AVAILABLE DATA:
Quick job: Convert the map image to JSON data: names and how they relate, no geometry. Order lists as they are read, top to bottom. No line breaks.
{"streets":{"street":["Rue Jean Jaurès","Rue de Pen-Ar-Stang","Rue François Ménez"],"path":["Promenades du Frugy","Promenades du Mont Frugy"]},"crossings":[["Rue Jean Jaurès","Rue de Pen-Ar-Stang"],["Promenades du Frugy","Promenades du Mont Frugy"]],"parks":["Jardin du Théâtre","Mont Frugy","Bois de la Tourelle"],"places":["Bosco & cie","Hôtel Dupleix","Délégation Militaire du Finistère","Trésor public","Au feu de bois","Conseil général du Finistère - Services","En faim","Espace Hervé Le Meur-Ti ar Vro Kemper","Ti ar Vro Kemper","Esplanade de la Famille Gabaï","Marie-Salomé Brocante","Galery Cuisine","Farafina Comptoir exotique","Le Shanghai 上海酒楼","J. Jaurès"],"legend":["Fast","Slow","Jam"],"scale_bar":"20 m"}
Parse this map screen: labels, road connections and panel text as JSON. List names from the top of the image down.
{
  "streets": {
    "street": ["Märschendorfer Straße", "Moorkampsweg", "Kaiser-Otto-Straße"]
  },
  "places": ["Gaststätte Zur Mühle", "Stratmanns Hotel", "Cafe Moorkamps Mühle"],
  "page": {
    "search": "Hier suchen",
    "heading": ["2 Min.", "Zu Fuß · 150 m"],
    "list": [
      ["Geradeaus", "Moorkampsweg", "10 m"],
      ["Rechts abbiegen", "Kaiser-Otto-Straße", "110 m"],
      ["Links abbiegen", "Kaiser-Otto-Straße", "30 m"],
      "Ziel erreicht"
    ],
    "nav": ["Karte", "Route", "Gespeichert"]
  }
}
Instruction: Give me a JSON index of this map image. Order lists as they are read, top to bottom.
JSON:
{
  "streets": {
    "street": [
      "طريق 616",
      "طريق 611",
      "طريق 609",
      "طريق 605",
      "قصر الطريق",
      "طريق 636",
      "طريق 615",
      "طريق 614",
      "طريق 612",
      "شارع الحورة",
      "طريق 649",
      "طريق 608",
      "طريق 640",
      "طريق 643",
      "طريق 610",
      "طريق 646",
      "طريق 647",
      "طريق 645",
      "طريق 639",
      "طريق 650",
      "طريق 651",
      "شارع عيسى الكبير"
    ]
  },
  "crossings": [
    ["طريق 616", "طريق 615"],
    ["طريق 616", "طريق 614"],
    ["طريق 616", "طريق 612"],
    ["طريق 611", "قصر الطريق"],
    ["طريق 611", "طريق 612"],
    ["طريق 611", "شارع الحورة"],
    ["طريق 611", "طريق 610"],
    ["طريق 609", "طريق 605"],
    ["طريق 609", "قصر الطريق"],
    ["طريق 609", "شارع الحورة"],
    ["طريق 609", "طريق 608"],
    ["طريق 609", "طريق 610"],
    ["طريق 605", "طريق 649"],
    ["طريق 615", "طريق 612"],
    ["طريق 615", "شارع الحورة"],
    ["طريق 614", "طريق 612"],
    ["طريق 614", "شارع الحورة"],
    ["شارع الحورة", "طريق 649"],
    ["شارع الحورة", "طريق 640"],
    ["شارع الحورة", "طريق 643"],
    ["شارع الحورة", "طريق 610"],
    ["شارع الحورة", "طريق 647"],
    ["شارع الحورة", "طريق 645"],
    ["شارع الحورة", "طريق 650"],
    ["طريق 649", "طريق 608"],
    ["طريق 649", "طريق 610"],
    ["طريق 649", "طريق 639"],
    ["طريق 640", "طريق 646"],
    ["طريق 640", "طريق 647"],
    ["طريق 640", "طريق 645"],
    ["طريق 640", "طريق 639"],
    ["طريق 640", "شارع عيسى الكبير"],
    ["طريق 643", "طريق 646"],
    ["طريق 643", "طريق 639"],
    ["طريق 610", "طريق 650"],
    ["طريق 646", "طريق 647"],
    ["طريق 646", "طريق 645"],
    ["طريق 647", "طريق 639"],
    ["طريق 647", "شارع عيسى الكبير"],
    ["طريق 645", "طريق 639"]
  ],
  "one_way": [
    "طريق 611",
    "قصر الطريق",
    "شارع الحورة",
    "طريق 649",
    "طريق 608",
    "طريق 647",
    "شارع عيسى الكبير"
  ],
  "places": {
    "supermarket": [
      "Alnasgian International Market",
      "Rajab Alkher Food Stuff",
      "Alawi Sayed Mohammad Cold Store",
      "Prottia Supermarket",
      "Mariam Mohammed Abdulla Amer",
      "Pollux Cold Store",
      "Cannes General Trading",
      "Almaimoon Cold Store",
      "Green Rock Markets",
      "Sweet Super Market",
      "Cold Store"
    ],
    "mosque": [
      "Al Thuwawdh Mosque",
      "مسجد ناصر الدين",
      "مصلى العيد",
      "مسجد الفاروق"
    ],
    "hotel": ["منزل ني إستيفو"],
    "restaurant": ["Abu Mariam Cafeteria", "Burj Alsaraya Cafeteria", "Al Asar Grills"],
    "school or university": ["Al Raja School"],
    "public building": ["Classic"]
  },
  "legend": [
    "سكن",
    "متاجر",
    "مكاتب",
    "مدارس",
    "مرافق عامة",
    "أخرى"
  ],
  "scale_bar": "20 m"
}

TASK TO CARRY OUT: For the entries, state the number of lines that include the string "image". Add no other words.

ANSWER: 3